Keyword search on "family": report each line of the records that contains it.
** Opening PROVIDED MATERIAL block **
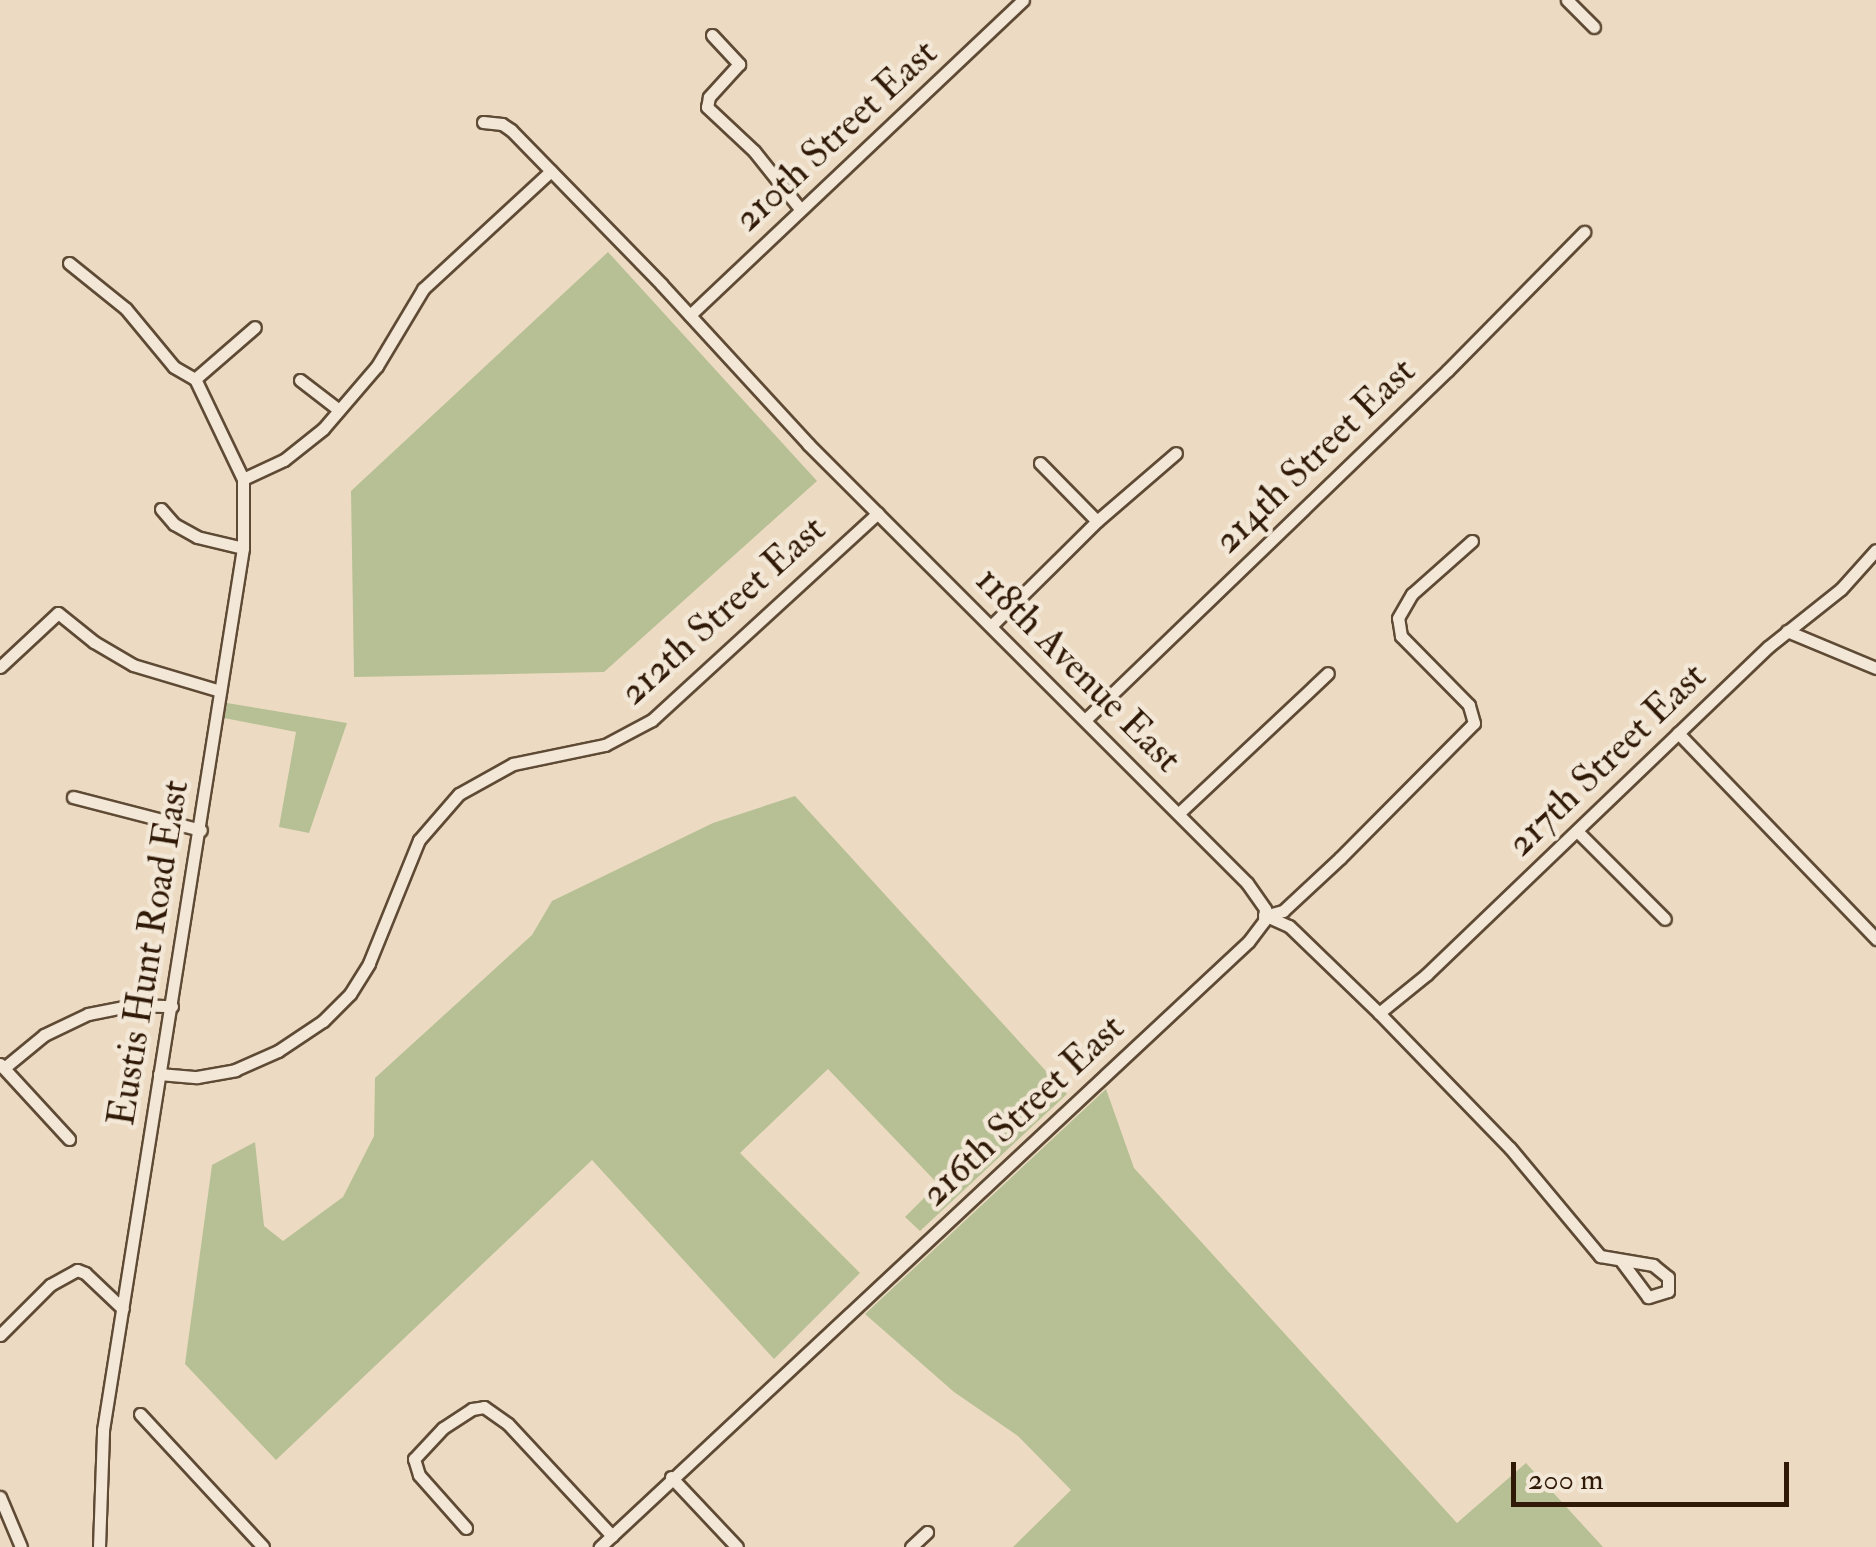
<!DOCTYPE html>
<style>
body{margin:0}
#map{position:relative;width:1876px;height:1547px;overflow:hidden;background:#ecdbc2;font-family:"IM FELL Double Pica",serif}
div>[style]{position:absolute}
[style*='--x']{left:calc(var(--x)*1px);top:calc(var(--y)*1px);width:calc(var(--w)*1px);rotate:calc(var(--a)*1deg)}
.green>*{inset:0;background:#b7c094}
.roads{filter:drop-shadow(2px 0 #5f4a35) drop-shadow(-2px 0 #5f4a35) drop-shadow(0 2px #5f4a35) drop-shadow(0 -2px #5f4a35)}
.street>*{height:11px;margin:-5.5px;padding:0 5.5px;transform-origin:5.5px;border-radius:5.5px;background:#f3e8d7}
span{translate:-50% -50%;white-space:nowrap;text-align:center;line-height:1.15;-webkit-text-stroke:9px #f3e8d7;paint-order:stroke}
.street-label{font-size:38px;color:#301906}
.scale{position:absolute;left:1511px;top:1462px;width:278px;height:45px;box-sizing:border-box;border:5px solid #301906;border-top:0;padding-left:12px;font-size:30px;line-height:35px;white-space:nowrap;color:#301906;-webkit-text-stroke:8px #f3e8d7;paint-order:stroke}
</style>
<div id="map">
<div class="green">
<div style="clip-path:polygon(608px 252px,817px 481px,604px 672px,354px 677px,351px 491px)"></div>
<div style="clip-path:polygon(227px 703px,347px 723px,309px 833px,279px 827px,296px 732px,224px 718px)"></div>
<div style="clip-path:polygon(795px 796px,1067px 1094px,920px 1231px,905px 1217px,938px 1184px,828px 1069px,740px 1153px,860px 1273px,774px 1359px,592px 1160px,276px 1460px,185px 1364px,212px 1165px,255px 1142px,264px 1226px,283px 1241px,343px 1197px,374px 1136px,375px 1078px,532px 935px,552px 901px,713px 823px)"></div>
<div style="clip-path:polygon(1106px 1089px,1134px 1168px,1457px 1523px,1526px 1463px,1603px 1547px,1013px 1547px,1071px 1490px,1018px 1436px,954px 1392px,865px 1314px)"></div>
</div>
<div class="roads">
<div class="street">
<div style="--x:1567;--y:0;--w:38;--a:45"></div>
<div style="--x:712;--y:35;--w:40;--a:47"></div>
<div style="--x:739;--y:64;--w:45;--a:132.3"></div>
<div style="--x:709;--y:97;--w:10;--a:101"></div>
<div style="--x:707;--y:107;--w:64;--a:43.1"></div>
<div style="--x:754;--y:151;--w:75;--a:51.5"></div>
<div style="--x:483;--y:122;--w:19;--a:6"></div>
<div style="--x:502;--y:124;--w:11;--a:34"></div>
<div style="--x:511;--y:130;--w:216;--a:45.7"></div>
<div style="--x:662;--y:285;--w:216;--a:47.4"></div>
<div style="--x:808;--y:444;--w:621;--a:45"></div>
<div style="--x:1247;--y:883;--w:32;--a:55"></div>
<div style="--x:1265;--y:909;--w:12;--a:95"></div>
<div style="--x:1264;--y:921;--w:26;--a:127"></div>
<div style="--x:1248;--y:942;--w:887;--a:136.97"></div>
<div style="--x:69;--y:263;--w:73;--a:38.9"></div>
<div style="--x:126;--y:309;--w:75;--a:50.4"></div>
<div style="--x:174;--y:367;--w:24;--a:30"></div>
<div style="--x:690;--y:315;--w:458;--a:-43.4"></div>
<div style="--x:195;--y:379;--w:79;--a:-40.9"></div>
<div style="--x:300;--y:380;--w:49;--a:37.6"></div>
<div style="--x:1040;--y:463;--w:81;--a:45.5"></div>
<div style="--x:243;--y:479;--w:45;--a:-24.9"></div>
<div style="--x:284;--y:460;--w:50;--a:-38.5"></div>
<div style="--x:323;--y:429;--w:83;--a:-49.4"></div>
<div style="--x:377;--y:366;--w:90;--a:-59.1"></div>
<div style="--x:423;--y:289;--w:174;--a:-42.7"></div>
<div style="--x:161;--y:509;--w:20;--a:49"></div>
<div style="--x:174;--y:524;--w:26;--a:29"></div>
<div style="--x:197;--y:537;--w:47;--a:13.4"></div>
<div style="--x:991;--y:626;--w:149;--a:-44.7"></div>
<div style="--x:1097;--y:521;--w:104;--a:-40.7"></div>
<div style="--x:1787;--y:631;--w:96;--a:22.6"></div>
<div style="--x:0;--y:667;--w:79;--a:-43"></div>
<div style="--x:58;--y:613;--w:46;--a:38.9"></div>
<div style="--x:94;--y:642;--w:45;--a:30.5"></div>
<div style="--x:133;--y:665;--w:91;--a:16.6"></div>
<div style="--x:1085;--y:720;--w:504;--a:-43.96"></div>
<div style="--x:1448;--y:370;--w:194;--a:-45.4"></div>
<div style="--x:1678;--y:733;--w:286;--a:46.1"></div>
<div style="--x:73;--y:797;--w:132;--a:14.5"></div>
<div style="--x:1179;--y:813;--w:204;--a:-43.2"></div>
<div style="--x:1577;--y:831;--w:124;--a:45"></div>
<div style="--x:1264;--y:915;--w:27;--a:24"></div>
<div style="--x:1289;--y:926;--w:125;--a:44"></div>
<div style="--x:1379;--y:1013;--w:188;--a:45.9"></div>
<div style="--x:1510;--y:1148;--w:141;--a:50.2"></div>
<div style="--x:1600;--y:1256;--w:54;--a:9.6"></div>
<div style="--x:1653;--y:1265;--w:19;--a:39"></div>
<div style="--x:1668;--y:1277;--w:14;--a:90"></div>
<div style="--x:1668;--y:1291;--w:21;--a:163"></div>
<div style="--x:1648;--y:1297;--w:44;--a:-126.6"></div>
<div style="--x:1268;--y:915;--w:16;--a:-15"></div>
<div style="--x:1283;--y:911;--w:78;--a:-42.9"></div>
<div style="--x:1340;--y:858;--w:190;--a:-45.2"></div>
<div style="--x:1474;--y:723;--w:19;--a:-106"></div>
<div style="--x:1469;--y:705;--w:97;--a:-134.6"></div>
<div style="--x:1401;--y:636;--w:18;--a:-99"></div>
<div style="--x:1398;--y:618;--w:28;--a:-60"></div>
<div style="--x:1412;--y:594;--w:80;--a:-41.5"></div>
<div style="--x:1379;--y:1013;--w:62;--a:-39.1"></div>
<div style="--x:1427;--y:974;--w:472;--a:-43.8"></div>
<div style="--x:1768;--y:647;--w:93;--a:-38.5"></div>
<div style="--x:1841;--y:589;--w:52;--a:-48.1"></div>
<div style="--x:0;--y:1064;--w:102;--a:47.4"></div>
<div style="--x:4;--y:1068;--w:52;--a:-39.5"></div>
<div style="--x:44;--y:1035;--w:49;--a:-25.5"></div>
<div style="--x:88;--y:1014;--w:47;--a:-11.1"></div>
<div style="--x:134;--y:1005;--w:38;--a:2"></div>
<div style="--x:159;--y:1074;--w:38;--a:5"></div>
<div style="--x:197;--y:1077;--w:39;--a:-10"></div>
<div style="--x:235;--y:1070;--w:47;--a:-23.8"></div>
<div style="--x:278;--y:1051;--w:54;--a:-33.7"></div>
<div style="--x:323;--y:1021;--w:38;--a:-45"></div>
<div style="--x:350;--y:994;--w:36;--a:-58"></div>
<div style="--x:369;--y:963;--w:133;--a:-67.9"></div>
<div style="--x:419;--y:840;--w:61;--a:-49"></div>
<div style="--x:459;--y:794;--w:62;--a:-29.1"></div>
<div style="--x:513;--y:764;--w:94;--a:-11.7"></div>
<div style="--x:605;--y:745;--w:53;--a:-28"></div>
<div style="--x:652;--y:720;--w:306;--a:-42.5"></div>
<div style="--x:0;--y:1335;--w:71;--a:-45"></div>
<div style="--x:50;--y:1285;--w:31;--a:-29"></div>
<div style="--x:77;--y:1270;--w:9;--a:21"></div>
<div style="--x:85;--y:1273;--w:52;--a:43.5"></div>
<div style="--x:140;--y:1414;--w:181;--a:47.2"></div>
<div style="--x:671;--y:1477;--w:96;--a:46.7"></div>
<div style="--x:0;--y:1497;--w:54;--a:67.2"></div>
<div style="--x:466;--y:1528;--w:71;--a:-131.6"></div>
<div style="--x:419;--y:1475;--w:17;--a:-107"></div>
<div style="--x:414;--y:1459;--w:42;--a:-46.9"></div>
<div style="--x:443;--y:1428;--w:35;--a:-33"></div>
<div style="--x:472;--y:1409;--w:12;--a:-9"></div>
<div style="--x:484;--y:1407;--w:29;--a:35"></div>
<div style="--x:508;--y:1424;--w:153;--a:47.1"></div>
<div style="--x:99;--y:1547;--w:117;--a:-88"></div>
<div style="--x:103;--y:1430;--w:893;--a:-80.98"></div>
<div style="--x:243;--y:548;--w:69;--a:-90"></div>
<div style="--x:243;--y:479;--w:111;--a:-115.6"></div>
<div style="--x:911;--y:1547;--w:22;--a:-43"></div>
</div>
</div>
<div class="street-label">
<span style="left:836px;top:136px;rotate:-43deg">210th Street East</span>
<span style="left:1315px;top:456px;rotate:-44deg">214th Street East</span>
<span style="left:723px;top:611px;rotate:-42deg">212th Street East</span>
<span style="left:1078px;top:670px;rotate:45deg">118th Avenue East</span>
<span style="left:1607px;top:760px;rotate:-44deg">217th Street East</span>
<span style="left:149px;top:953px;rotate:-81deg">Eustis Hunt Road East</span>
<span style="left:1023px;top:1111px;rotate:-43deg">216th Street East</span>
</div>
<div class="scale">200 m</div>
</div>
** Closing PROVIDED MATERIAL block **
** Opening PROVIDED MATERIAL block **
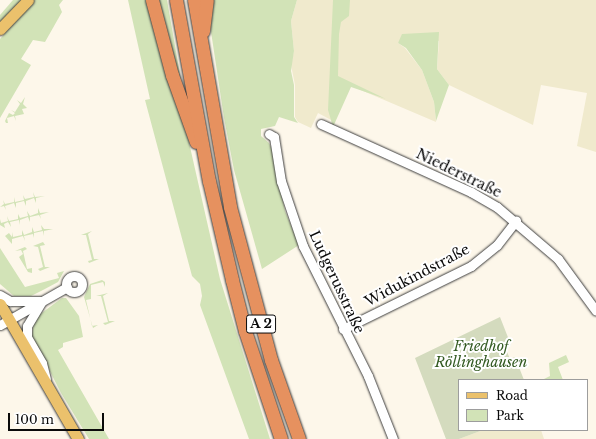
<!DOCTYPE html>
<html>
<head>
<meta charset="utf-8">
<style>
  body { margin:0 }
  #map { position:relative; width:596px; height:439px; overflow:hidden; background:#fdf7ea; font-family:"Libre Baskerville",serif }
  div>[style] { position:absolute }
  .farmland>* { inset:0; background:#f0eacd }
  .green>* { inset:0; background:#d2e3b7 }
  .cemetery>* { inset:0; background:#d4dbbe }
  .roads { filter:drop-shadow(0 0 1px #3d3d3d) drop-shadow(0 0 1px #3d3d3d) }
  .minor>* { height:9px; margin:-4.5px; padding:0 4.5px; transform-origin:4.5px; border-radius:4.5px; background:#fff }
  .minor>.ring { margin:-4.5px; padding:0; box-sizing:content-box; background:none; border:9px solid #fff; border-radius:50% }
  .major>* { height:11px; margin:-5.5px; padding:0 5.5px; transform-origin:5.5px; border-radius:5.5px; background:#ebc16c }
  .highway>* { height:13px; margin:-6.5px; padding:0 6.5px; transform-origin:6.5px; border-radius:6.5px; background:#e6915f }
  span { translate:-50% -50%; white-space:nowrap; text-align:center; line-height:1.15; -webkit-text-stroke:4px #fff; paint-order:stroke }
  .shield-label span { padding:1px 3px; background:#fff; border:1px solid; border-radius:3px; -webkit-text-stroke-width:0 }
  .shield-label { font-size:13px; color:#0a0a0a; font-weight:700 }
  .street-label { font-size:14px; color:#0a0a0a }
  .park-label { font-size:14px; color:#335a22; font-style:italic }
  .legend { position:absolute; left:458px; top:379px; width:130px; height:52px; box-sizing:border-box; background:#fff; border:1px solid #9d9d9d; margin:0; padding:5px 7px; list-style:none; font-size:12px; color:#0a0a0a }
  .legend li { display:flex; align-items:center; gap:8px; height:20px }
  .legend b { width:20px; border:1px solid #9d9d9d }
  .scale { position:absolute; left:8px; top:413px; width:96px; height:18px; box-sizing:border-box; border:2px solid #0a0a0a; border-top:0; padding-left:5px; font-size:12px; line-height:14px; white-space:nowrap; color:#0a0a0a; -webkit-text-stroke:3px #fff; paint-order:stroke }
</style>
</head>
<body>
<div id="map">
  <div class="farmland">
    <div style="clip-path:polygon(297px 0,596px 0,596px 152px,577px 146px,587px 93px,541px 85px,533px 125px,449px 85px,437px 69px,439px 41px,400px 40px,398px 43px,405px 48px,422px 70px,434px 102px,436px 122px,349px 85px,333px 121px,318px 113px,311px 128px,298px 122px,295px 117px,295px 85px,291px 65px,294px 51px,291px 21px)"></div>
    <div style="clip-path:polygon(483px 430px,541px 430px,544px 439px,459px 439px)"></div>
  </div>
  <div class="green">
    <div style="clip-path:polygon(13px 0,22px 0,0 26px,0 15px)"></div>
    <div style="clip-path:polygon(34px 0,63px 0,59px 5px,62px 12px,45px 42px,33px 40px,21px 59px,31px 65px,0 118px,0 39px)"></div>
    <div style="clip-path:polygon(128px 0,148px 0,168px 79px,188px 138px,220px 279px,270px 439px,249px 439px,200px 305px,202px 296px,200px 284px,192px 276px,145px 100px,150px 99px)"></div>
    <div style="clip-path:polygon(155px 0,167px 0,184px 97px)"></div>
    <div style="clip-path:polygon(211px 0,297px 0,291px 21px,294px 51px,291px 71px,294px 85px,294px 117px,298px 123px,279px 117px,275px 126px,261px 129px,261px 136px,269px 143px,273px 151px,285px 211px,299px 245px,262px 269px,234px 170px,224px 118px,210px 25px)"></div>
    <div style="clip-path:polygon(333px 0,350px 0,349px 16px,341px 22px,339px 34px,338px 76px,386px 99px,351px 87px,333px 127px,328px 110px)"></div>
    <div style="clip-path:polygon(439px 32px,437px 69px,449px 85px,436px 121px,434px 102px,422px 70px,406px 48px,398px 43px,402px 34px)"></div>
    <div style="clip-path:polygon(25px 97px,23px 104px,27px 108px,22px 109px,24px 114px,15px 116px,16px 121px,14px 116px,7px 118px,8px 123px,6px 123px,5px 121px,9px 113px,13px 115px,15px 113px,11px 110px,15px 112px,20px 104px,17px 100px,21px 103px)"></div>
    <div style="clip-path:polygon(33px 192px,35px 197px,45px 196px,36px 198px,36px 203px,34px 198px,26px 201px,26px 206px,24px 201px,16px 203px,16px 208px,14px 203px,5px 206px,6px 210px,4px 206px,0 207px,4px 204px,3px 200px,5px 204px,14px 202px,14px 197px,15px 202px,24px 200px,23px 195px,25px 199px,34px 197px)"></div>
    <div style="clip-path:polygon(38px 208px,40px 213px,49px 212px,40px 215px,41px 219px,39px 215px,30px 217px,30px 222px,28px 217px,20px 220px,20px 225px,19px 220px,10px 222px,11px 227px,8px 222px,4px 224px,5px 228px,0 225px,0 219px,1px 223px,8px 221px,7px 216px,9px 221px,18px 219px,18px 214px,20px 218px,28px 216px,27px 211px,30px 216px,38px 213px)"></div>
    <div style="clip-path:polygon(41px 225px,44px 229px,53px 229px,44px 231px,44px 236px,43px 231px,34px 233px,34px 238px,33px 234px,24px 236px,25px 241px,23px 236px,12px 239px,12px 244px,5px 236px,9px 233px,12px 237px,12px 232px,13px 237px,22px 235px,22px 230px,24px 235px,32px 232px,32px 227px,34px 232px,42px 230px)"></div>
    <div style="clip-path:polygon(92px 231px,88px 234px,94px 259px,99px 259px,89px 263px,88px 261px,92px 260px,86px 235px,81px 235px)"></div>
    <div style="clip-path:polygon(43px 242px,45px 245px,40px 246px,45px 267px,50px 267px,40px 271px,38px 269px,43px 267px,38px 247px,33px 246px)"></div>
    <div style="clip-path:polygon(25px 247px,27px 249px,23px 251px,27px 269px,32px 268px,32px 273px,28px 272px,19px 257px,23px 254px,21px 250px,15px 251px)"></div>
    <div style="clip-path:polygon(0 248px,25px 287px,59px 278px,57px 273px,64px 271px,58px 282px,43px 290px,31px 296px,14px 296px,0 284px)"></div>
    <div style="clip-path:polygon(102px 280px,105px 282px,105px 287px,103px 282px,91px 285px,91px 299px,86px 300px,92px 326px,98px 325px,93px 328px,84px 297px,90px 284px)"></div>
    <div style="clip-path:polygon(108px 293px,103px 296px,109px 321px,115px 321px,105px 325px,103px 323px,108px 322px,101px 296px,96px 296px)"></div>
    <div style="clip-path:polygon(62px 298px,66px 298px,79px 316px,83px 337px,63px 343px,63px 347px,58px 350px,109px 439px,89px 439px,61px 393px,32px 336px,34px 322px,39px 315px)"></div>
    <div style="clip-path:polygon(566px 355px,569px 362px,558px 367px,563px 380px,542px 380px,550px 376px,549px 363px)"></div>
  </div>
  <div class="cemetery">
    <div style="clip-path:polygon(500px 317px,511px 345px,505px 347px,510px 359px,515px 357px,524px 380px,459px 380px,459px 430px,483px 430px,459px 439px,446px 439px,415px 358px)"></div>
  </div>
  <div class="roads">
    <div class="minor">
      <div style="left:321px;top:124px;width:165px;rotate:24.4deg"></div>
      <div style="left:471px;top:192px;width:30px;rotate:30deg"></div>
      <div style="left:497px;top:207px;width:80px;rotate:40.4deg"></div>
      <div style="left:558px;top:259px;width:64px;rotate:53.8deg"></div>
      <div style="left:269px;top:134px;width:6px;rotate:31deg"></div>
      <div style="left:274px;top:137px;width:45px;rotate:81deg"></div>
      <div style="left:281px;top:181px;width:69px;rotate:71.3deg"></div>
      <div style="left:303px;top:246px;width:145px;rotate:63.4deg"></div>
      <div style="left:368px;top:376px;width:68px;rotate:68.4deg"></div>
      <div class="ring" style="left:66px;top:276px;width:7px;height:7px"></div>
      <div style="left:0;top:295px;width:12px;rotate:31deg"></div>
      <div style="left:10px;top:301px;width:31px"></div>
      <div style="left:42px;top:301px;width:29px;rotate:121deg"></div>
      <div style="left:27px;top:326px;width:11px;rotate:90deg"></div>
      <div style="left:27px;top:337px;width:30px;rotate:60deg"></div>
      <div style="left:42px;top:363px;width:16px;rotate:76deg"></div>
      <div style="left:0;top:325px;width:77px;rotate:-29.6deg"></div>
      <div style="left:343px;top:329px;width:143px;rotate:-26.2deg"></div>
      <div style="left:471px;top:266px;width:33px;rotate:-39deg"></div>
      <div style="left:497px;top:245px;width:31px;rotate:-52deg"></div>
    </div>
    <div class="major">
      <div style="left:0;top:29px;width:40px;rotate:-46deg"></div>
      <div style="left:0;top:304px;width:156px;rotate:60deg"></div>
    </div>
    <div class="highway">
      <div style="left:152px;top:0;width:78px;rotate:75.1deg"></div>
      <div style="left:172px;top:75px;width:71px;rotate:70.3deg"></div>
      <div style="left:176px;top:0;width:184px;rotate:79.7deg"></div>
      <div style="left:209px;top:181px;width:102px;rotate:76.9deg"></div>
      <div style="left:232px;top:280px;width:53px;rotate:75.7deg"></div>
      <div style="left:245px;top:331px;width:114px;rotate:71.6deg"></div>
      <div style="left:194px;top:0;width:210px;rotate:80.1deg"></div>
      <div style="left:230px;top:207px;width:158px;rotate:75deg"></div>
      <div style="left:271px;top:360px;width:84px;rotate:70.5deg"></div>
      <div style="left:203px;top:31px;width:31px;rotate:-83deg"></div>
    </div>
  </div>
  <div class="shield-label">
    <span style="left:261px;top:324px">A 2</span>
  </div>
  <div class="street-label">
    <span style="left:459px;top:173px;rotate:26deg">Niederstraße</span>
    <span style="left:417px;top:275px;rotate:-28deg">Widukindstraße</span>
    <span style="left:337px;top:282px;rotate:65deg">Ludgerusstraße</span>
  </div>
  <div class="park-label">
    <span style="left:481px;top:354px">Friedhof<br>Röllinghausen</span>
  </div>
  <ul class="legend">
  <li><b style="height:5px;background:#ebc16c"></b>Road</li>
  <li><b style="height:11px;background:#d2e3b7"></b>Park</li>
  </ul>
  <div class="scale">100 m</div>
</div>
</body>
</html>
** Closing PROVIDED MATERIAL block **
§ YOUR SOLUTION:
#map{position:relative;width:1876px;height:1547px;overflow:hidden;background:#ecdbc2;font-family:"IM FELL Double Pica",serif}
  #map { position:relative; width:596px; height:439px; overflow:hidden; background:#fdf7ea; font-family:"Libre Baskerville",serif }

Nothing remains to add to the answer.